Well, I'm too lazy to go back and change my first post, so I'd rather just make a new post, which contains only the revisions, not the entire post all over again. If anyone wants to see the first post for some reason, the link should be on the right side of the screen somewhere.

Why not-differentiable and discontinuous functions fail the Mean Value Theorem:

Ok, so apparently why they fail needed some revision, so let's try this again. Let us think of the function f(x)=x^2, because everyone knows how it looks. We all know it passes the Mean Value Theorem, but let's see why. There are no discontinuities, cusps, corners, or anything of the sort. As we get closer to x=0, the derivative of f gets closer to 0, and as we leave 0 towards the positive side, the derivative becomes positive. That is the general reason why differentiable functions are guarenteed a point where slope of the tangent line at x=c equals the slope of the secant line: there is a smooth transition in the sign of the derivative. If we are talking about straight line, the tangent line is the line itself, so there is no worry. Ugh...explaining with words is becoming difficult, so lets look at pictures.

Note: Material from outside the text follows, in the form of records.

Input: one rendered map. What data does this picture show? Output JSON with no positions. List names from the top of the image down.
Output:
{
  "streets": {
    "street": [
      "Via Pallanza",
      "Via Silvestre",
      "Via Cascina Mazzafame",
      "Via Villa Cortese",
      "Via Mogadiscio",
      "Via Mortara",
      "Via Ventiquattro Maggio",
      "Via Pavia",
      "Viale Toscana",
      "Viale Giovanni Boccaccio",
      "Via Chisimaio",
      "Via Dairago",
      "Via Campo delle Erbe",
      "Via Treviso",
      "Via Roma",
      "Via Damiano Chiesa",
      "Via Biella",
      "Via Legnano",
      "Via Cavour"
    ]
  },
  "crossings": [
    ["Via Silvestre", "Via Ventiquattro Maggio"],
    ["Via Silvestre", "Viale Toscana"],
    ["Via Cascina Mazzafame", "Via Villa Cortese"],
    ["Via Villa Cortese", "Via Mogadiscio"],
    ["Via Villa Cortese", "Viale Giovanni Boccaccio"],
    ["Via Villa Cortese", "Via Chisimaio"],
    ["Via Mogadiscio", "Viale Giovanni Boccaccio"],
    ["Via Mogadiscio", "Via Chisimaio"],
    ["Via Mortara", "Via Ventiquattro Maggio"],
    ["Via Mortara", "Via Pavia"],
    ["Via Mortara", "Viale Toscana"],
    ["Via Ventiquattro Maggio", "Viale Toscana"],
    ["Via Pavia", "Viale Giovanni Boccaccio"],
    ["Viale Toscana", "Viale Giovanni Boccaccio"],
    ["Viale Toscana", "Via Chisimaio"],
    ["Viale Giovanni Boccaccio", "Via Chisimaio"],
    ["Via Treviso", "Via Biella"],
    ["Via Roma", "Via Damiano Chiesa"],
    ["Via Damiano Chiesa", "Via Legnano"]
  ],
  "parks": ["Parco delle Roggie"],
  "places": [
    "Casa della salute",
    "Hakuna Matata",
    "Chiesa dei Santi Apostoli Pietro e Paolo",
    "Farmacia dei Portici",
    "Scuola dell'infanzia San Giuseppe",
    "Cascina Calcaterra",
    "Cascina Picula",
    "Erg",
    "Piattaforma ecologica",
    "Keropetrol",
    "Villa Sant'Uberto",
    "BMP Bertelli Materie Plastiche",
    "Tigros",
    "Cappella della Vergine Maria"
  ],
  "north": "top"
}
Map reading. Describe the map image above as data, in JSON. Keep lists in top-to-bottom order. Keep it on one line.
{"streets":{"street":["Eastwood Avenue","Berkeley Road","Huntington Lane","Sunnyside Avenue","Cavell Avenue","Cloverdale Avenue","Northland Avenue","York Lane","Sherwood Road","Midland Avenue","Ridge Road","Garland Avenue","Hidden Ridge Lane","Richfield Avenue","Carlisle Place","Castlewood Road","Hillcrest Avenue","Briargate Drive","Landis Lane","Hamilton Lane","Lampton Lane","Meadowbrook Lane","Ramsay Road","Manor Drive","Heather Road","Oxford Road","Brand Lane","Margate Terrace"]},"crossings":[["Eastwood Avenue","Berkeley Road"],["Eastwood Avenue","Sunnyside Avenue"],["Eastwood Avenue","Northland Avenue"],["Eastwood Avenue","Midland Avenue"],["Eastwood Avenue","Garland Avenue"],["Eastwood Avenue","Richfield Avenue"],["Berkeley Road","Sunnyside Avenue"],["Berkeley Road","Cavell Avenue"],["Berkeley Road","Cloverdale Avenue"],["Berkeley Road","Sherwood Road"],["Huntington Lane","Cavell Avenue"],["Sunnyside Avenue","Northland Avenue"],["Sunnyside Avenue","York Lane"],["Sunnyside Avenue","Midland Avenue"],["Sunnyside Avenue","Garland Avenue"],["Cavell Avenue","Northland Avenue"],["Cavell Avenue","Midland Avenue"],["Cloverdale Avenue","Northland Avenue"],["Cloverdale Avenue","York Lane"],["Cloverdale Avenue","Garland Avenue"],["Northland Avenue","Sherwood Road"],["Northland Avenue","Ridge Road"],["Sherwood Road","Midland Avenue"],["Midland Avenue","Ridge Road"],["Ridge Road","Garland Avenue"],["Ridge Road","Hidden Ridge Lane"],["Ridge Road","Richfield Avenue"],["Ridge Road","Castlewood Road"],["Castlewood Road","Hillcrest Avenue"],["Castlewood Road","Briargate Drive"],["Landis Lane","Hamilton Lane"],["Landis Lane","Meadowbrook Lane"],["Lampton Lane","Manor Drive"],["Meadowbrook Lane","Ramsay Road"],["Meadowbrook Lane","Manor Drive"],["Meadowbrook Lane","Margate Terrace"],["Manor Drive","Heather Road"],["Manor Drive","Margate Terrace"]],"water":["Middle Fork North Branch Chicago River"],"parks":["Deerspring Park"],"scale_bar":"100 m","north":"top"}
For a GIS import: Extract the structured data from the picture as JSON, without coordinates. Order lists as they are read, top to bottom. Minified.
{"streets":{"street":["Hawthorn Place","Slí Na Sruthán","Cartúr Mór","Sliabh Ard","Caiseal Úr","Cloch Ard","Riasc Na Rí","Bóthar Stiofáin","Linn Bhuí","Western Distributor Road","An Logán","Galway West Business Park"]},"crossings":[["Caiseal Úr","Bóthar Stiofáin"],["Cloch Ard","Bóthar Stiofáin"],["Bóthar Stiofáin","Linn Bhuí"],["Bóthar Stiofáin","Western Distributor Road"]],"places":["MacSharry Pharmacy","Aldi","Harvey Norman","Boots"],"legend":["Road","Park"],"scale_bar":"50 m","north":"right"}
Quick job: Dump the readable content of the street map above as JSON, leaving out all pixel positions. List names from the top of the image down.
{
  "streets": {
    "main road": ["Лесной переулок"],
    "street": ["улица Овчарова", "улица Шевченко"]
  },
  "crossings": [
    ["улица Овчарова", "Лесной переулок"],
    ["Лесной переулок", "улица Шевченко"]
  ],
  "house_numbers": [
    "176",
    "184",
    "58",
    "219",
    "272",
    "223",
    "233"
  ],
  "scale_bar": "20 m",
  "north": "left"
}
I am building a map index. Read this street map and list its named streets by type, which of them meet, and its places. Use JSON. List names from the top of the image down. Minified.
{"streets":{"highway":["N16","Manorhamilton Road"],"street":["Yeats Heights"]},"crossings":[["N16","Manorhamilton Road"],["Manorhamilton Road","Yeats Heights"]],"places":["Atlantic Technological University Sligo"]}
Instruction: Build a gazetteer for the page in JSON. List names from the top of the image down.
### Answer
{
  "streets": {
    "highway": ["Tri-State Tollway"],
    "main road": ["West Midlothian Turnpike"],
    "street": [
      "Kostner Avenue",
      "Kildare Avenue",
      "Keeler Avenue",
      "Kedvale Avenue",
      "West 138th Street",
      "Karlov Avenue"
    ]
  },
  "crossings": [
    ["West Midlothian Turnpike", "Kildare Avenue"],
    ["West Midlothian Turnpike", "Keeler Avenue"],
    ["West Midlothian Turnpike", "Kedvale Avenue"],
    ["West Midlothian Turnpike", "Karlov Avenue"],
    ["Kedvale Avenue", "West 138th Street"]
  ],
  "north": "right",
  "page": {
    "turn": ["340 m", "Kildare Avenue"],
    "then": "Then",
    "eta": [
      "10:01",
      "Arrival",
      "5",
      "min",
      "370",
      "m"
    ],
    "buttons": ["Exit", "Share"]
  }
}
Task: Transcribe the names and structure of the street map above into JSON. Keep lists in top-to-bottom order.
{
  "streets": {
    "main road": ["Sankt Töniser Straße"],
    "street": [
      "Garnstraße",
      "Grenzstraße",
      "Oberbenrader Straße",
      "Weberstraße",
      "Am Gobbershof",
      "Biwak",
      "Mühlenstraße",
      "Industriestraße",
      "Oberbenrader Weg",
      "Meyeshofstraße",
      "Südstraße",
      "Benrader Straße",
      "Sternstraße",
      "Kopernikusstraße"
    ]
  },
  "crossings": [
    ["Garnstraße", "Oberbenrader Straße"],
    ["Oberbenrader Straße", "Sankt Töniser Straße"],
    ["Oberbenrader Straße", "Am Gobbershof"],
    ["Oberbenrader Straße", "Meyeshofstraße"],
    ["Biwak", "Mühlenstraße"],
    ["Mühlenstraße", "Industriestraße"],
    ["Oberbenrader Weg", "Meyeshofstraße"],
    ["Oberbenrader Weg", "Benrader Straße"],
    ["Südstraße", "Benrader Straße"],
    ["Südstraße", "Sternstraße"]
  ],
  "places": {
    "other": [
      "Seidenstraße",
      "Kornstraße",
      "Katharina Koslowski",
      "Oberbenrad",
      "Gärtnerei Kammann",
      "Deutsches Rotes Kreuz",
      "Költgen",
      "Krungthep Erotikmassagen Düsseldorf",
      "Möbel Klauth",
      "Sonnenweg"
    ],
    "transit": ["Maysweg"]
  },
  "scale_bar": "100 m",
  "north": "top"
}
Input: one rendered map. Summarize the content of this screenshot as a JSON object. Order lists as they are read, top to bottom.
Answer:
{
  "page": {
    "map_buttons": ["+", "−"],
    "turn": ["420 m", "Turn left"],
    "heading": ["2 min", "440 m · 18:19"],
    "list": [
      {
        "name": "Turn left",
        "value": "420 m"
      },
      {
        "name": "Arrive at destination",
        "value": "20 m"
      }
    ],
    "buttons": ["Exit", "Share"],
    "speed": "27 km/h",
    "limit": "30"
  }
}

Ok, again, I'm terrible with the size of picture, so I'll just explain what is happening. The graph is f(x)=x^(4/5) and the interval we are considering is [-1,1]. The secant line is y=1. There is a cusp at x=0. Because it's continuous but not differentiable, it fails the Mean Value Theorem. Why? If we examine the derivative of f, we see that it's negative at x<0>0. But if we think back to f(x)=x^2, it lacks a vital charecteristic. There is no smooth transition in the derivative from negative to zero to positive, as all curves have. In this graph, the derivative is negative, goes to a point without a derivative, and then is suddenly positive. The smooth transition just isn't there. That is why there is no guarenteed value for which the slope of the tangent line equals the slope of the secant line. I'm guessing the explanation is still a little fuzzy, so let's look at another picture.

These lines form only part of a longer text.